* [What to produce]: For the data below, the lines that hold "halo" should be counted; only the resulting number is expected.

* [Records drawn from a dataset]:
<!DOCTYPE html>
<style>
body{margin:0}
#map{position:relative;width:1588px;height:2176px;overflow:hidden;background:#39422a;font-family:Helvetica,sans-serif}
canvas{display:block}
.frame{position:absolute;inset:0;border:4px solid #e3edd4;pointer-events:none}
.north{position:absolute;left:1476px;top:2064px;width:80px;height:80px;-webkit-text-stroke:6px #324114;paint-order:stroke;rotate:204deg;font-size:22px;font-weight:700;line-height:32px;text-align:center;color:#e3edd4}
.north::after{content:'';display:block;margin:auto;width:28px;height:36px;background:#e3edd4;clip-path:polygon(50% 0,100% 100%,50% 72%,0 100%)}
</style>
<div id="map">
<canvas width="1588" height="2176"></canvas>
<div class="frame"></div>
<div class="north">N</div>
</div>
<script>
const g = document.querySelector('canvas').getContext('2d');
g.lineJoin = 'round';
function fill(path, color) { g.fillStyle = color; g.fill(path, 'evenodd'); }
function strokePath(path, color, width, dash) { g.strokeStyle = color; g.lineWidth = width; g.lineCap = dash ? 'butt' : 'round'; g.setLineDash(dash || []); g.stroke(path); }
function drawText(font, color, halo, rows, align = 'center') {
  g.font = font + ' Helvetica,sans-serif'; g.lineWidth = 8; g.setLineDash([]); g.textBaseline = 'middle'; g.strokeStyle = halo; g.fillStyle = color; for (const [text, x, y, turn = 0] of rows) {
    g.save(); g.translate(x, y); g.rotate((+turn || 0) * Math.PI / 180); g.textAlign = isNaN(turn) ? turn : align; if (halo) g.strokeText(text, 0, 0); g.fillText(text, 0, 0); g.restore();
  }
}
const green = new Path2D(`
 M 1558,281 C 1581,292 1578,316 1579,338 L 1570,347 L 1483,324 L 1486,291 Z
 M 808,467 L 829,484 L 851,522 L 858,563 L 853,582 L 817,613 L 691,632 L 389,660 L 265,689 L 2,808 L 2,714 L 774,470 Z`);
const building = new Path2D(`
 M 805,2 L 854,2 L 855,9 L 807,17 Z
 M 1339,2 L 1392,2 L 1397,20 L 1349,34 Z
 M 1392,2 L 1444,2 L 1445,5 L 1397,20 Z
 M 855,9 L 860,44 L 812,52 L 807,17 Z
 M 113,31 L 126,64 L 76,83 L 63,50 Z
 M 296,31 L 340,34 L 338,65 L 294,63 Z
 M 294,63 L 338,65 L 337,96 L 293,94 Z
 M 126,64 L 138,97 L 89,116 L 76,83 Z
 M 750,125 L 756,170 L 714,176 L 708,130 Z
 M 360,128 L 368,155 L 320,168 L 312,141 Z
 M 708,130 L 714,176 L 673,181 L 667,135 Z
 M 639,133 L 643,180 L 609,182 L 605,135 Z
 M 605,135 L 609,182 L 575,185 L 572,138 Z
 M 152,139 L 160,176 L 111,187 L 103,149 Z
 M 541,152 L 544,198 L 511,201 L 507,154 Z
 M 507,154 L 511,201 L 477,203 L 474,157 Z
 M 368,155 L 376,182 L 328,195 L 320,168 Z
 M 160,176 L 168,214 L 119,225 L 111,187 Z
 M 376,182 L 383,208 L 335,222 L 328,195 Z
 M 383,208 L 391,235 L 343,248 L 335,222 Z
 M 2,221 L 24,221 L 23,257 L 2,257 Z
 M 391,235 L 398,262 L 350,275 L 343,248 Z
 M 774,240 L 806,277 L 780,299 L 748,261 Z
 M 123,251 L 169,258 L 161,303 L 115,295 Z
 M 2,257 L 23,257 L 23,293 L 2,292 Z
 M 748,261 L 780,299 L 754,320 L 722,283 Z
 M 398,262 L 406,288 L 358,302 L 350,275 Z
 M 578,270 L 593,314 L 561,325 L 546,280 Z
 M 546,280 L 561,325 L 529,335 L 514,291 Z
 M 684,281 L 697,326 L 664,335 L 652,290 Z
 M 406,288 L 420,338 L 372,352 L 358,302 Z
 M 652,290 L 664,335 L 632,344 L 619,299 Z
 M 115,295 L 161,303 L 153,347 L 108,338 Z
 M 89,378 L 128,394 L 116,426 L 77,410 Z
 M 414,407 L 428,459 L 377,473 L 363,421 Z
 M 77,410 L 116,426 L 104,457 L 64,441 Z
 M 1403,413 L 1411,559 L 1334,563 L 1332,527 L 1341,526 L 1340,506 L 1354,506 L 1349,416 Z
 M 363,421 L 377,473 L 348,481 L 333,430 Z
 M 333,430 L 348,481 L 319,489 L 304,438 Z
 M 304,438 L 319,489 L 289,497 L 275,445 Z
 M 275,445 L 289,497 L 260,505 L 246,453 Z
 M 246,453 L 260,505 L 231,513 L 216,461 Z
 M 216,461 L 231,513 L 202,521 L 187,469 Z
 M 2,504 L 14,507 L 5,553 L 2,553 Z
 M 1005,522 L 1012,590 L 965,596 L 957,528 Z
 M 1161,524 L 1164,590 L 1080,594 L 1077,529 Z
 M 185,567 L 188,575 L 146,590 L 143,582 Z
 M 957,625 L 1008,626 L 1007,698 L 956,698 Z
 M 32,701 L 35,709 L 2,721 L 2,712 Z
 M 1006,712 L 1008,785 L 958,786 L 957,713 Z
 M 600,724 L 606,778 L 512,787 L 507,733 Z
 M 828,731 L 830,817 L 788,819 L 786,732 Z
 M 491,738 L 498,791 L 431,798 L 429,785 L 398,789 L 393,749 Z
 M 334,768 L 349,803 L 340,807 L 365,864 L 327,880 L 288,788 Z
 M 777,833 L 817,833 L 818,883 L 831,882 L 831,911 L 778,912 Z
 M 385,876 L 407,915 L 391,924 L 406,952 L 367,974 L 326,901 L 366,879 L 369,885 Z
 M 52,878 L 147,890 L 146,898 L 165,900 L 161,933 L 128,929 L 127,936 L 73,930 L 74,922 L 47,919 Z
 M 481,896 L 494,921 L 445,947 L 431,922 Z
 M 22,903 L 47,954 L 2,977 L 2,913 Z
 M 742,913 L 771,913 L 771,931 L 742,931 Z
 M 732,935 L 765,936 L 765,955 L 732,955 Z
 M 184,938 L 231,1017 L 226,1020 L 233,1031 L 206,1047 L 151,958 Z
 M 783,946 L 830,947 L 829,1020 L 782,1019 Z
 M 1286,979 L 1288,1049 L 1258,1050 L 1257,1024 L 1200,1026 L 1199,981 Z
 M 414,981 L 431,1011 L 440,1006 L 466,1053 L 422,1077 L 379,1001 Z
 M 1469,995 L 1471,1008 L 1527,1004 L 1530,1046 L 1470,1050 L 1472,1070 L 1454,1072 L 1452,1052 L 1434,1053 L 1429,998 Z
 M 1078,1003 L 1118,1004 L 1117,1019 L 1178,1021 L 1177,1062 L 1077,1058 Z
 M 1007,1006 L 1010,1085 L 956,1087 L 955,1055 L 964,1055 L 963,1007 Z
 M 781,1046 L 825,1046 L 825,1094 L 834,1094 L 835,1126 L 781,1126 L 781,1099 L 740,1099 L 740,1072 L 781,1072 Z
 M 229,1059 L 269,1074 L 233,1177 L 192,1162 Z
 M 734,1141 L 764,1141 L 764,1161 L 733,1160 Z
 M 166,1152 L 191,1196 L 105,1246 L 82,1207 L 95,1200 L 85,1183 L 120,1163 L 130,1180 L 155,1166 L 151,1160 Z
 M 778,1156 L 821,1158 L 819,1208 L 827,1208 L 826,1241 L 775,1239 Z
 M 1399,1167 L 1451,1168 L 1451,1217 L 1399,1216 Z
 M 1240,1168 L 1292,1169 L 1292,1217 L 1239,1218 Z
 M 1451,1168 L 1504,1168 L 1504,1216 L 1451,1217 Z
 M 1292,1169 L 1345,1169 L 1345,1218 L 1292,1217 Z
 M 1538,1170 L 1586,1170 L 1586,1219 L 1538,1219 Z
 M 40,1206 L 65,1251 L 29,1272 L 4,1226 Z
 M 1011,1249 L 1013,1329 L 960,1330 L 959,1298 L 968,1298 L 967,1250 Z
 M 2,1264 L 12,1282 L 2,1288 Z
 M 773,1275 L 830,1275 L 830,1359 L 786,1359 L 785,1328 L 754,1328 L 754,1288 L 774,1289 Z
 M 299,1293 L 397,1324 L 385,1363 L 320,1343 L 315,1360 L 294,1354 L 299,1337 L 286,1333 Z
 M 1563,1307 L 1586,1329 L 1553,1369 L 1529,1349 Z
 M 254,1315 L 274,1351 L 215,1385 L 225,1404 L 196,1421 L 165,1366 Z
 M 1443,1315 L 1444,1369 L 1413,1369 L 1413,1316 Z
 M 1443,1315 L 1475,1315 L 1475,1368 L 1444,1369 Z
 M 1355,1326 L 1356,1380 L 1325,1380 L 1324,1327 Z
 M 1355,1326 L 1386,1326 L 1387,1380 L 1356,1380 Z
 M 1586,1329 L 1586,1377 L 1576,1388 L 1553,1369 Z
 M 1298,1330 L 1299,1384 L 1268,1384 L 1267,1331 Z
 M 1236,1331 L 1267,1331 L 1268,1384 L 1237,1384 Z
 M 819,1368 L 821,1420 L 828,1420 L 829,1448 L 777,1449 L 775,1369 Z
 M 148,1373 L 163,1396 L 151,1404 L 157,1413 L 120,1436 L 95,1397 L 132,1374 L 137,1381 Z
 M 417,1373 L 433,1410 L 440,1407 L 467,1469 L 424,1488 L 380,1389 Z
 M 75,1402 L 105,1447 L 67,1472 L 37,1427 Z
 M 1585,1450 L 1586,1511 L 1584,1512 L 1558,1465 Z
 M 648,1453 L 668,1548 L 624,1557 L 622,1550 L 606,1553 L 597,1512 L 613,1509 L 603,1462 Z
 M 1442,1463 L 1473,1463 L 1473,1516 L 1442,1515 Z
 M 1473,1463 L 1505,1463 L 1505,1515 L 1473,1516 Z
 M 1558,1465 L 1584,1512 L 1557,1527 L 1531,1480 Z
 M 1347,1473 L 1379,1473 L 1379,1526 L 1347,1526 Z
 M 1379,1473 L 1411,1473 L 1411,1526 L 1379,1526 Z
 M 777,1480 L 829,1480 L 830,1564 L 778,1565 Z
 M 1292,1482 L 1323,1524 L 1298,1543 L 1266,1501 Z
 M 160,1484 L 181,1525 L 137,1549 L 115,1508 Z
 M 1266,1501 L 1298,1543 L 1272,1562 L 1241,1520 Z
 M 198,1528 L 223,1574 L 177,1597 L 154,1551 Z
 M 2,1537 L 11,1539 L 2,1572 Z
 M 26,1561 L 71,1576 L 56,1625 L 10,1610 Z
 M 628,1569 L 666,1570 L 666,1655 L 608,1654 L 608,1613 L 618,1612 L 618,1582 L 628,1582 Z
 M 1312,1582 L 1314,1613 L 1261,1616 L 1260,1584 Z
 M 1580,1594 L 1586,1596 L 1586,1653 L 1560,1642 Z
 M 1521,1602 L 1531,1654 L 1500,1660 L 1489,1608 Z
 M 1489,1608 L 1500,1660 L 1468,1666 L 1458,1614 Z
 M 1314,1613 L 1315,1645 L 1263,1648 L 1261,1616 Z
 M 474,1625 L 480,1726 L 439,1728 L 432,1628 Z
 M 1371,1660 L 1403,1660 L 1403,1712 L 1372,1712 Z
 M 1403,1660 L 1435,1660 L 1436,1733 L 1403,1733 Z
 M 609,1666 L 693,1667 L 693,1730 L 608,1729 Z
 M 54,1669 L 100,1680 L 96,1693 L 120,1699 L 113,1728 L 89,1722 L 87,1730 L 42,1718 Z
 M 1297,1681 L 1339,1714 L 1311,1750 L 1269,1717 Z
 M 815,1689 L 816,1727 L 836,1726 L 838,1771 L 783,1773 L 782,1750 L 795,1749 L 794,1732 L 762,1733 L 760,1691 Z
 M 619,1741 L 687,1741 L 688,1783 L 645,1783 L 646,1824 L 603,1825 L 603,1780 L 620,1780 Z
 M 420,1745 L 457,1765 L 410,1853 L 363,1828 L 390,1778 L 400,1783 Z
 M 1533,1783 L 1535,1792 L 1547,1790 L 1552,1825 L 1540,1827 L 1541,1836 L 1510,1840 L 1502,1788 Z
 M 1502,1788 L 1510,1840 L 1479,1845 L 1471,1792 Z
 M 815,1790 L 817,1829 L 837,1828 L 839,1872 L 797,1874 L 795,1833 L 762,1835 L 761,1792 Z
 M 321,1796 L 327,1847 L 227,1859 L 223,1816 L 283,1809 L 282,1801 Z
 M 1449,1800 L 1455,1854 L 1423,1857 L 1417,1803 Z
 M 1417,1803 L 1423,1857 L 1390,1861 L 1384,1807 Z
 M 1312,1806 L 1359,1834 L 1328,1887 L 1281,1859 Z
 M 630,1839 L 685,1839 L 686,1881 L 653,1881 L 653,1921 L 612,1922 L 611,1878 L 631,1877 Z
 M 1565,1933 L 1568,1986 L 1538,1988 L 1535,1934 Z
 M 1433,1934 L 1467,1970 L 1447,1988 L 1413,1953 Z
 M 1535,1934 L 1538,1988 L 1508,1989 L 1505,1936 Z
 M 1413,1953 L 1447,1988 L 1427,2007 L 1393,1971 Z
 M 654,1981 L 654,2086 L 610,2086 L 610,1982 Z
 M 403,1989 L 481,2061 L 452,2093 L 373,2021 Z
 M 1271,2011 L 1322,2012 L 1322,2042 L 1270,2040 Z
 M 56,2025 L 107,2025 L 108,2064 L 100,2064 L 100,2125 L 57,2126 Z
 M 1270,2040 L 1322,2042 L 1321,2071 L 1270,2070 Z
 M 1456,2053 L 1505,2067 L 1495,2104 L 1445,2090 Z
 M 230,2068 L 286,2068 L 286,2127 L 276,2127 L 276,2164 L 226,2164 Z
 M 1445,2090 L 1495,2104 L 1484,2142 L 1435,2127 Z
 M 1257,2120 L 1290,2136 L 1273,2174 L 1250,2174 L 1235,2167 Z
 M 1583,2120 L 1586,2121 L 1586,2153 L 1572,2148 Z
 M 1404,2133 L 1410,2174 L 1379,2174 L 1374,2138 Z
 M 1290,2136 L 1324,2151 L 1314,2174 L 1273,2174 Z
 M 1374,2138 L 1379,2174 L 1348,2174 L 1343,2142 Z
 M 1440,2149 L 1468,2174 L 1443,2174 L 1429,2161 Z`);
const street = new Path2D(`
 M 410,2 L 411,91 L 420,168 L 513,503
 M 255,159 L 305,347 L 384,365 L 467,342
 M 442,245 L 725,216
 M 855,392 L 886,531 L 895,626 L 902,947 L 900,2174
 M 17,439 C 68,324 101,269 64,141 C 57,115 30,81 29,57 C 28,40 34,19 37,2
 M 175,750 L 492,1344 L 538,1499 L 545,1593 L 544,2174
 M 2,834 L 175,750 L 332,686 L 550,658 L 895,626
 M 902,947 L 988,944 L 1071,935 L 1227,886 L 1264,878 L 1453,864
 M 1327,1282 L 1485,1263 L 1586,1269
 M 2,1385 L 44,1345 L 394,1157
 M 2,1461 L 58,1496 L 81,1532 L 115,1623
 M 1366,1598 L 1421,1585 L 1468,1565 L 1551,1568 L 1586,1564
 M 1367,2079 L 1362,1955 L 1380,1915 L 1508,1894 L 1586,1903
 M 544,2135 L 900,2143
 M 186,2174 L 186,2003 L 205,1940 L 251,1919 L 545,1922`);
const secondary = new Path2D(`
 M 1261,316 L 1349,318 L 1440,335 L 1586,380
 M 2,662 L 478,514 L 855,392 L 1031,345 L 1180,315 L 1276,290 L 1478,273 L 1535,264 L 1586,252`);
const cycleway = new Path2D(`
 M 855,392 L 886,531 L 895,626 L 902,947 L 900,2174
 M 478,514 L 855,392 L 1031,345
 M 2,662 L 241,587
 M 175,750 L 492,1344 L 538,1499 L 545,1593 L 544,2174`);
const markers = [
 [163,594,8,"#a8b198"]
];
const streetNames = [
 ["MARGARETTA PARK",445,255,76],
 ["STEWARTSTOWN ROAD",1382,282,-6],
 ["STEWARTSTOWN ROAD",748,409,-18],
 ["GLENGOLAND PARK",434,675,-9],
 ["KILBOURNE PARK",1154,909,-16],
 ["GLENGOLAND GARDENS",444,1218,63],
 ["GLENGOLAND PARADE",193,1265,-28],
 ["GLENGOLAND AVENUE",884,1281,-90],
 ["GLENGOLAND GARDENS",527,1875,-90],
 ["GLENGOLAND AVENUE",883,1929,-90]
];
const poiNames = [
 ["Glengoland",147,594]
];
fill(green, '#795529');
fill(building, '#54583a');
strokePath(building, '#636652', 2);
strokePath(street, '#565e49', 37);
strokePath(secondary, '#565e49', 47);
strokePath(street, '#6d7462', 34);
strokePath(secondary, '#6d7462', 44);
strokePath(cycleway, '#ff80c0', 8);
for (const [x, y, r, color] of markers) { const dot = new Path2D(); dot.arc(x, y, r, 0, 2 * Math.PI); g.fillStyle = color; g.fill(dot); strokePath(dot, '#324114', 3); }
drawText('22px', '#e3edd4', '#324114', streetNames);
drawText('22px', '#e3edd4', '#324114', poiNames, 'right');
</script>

* [Reply]: 3